Indian Agricultural Economics scientist (born 1963)

B Dayakar Rao is an Indian Agricultural Economics scientist, who works as Principal Scientist at the Indian Institute of Millets Research.

== Biography ==
Rao was born in Warangal. He obtained both his Bachelors and master's degree (Agri. Economics) from PJTSAU, Hyderabad and obtained a PhD (1991) from NDRI, Karnal.

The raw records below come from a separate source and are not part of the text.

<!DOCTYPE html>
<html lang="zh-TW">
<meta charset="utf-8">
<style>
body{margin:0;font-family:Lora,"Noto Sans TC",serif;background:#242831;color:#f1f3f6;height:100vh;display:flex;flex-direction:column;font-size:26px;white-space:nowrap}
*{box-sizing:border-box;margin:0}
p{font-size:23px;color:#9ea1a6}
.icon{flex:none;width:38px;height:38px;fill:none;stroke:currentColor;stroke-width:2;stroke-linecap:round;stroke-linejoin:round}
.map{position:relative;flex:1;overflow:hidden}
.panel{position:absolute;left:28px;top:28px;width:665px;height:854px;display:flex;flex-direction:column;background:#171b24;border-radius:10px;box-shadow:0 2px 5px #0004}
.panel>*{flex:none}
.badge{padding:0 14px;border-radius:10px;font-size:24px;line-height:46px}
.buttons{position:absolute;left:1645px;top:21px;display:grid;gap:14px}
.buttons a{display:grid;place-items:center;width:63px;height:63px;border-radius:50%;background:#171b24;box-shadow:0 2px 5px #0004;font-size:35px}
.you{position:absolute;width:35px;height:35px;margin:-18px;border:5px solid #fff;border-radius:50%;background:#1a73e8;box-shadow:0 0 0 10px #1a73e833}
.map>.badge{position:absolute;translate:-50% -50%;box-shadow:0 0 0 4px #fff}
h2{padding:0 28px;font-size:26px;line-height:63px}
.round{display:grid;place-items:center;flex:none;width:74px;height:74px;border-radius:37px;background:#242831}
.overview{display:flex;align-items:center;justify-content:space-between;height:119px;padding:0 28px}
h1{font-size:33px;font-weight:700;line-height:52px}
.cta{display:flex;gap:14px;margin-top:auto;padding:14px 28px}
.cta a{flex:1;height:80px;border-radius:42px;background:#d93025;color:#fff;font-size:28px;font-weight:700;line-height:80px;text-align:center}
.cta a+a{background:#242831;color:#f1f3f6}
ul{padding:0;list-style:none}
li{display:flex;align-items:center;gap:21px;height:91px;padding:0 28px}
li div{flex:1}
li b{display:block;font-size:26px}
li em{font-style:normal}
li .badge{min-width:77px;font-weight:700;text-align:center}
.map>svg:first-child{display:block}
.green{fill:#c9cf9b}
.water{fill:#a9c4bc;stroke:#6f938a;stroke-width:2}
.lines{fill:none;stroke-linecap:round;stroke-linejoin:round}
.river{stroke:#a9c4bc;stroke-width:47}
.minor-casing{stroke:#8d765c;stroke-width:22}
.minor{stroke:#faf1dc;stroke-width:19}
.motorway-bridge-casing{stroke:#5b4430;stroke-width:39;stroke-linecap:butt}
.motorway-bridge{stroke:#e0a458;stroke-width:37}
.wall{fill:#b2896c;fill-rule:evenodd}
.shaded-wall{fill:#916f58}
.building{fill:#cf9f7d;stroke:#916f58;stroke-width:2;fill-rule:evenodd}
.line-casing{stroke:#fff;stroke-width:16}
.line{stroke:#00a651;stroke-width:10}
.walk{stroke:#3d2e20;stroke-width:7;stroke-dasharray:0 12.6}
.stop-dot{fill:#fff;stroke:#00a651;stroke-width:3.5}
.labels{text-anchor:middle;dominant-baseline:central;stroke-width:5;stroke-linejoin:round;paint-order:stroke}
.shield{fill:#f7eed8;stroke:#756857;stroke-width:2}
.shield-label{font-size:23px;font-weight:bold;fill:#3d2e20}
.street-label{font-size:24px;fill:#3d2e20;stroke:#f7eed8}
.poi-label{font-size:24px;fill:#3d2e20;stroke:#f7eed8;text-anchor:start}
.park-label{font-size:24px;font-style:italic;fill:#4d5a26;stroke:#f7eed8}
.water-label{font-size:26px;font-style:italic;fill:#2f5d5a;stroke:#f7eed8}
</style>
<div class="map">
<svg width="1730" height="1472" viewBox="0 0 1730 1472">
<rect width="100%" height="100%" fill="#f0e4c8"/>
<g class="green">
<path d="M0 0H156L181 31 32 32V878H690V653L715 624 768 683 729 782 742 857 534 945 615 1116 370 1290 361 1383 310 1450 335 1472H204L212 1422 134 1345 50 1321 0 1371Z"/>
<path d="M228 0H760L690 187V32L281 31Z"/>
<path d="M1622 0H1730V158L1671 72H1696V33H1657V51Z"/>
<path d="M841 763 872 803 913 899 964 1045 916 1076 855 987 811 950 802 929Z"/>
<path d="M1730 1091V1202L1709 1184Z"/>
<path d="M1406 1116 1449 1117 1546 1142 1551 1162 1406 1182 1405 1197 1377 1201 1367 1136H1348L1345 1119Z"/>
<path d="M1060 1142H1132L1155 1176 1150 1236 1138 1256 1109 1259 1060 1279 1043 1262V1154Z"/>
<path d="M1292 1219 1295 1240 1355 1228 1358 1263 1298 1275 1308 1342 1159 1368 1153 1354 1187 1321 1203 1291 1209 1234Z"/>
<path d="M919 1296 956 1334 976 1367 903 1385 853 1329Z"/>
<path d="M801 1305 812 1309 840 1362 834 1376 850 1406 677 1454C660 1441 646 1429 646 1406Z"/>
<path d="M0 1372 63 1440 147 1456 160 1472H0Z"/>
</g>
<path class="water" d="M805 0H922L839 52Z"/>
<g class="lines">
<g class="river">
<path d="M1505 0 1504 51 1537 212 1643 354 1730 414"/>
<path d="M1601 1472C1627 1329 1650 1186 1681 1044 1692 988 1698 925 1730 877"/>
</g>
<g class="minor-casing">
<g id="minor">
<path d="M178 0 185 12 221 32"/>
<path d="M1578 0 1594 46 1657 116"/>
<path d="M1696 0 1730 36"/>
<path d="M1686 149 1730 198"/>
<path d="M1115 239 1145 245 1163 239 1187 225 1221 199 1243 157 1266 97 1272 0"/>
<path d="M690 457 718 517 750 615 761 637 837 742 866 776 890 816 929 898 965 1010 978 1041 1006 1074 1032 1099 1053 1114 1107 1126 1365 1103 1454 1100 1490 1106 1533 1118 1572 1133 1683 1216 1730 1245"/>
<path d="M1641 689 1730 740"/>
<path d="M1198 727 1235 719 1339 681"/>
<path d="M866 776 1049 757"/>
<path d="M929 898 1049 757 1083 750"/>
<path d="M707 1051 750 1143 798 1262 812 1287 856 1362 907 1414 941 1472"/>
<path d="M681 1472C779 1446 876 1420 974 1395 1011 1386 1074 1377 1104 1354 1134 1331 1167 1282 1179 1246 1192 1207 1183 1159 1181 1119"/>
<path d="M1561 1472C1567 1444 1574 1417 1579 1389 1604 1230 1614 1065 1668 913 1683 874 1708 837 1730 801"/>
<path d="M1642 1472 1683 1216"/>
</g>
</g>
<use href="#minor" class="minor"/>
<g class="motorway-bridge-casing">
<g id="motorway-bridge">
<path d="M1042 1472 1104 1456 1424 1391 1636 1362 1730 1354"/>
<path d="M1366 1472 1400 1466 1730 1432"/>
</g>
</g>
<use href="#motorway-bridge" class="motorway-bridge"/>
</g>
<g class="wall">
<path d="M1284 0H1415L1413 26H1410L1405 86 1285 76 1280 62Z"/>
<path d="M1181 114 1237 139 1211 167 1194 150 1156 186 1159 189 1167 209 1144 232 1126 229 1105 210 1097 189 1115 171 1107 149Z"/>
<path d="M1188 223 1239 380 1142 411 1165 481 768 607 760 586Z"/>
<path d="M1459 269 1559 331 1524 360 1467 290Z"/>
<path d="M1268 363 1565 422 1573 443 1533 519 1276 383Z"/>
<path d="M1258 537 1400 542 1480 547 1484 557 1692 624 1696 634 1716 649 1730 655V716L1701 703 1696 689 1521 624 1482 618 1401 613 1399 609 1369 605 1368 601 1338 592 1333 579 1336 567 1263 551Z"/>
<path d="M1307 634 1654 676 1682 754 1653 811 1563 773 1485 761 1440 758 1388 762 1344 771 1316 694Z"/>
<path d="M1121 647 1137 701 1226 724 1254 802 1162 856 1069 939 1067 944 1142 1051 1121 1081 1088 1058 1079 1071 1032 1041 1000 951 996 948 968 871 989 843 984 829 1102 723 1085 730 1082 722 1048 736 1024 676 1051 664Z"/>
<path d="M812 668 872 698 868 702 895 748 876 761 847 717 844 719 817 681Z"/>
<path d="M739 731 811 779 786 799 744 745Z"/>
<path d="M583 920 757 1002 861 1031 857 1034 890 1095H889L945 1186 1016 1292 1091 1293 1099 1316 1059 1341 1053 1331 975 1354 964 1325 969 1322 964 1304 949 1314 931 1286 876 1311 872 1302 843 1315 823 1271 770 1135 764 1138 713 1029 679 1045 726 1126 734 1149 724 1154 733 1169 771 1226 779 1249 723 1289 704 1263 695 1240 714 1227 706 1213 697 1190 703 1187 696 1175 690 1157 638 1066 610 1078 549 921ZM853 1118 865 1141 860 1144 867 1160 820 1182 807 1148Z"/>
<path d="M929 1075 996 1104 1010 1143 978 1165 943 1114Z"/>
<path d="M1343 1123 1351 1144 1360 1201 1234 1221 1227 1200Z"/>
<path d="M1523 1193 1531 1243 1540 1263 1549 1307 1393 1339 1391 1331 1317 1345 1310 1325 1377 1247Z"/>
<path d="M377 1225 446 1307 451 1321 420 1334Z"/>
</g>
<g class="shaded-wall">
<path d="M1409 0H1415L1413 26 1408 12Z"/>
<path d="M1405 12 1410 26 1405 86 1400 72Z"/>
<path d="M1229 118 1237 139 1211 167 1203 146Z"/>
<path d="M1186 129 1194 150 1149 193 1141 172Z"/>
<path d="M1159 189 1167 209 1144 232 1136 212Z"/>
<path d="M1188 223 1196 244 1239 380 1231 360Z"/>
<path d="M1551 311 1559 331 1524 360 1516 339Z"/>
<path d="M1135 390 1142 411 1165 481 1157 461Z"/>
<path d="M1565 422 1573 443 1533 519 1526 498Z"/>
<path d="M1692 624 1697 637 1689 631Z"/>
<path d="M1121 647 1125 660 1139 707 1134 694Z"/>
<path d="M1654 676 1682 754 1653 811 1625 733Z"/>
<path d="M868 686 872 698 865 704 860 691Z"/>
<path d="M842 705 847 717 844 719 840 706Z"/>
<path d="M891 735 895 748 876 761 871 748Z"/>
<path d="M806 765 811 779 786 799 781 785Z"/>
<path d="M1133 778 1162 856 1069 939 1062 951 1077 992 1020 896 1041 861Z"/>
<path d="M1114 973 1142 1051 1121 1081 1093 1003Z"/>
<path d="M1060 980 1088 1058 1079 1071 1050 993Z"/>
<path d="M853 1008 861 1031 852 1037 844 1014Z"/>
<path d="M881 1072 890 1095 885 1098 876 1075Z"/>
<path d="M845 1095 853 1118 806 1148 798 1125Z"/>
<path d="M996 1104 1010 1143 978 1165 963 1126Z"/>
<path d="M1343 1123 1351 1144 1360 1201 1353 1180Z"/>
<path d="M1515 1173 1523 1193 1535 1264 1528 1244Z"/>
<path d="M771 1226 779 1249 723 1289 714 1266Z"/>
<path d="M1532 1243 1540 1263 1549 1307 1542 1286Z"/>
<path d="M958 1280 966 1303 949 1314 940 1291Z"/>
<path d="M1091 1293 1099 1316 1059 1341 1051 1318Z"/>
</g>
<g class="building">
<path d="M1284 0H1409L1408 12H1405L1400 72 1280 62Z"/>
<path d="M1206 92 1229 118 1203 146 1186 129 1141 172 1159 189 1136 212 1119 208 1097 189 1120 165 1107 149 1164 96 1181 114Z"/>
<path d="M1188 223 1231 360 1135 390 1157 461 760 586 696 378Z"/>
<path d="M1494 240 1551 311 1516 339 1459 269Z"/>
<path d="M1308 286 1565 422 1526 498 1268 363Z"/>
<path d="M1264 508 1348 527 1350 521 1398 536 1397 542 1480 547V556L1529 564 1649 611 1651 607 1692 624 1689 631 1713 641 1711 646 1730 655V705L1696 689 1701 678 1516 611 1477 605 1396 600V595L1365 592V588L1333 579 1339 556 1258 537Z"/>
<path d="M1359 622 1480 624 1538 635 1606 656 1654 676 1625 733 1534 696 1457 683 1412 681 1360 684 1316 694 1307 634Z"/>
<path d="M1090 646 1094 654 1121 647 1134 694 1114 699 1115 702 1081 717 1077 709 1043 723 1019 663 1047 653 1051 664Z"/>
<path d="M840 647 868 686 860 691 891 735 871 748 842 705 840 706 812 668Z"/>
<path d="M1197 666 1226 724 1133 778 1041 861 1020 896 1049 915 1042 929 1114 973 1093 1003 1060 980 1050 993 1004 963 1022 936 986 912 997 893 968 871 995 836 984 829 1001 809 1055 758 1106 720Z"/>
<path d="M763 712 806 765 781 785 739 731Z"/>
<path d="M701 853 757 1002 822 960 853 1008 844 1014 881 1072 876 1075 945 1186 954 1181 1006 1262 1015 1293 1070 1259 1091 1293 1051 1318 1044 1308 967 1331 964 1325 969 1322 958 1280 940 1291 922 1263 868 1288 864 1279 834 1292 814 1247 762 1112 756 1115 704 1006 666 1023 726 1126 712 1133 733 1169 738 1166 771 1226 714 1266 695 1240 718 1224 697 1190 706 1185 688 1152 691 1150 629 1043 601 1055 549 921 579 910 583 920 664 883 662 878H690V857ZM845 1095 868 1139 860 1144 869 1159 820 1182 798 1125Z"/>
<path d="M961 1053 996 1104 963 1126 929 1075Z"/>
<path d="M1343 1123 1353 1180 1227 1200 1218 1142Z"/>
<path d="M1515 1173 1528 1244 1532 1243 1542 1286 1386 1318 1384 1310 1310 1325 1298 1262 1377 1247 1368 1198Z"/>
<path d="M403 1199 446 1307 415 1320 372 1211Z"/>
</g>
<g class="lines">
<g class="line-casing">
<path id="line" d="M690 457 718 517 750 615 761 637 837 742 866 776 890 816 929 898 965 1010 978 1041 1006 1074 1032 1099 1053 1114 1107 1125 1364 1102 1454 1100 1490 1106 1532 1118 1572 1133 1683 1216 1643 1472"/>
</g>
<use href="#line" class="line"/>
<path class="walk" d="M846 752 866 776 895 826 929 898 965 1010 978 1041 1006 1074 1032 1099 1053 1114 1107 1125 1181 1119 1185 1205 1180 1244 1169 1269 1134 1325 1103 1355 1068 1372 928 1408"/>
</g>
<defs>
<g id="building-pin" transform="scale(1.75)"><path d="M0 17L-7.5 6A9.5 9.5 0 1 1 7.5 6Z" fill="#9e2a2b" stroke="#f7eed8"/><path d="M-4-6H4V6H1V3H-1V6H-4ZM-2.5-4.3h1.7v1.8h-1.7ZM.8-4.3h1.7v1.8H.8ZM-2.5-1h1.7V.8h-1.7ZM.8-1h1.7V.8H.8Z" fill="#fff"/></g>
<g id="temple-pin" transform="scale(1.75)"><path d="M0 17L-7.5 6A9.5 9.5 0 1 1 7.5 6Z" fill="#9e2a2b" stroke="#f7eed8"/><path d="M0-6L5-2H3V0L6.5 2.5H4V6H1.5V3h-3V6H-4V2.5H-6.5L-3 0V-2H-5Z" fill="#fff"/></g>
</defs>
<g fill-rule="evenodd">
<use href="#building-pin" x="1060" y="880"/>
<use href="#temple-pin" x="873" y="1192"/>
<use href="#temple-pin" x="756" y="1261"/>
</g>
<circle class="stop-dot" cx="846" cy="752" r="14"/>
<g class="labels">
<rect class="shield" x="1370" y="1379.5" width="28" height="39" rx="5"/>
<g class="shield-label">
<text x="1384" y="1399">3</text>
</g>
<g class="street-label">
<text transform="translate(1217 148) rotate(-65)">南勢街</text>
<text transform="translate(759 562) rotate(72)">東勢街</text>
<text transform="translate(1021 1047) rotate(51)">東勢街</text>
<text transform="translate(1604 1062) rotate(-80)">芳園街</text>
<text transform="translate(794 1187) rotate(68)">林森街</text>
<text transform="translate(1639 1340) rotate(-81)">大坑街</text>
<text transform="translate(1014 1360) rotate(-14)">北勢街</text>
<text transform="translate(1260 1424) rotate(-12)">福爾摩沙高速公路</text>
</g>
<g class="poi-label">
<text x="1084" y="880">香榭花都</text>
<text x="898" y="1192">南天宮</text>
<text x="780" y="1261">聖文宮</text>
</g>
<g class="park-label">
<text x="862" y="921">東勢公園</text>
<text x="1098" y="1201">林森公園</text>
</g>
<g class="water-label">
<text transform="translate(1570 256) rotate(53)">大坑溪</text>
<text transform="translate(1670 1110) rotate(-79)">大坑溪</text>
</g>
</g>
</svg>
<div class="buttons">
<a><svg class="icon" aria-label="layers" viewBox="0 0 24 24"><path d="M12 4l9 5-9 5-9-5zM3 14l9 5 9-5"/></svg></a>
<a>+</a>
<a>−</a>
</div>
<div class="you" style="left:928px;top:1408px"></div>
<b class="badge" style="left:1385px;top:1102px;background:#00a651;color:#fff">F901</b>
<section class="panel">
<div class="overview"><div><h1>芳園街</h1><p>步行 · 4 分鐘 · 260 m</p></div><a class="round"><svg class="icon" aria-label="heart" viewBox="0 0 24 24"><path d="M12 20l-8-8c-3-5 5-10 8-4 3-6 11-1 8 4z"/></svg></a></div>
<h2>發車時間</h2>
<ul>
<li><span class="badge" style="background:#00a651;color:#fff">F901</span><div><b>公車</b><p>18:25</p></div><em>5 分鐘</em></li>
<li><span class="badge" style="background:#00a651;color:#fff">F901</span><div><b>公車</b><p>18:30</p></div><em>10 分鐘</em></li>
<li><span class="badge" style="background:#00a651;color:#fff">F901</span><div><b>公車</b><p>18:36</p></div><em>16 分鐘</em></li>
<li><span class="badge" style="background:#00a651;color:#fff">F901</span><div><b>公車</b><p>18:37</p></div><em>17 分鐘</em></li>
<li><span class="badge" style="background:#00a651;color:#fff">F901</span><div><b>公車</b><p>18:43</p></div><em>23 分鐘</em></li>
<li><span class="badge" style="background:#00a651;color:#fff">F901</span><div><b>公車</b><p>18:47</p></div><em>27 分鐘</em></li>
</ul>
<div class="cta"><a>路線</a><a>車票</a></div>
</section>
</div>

He worked briefly at the Indian Institute of Horticultural Research Institute (IIHR), Bangalore, where he worked on Betel vine, before he joined IIMR, Rajendranagar, Hyderabad in 1993.

== Awards and honours ==
Rao is a Fellow of National fellow of Dairy sciences. He has received the Innovative Scientist National Award under SIRIDHANYA: Millets Awards 2018 at the International Trade Fair on Organics and Millets He was honoured for his contributions towards the development of millet value chains, value added products and entrepreneurship development and Best Food Processor Award by FICCI, Hyderabad in 2014. He is known for his value added aspects for creation of Ready to eat/cook (RTE/C) products from millets so as to transform the idea of millets being a poor man's crop in the consumer's mind. He has more than 50 publications in national and international journals and author of 12 book/book chapters. He holds the position as PI of NAIF-ABI project and PI of Centre of Excellence on Sorghum processing and Value addition under NFSM sponsored by DAC, GoI.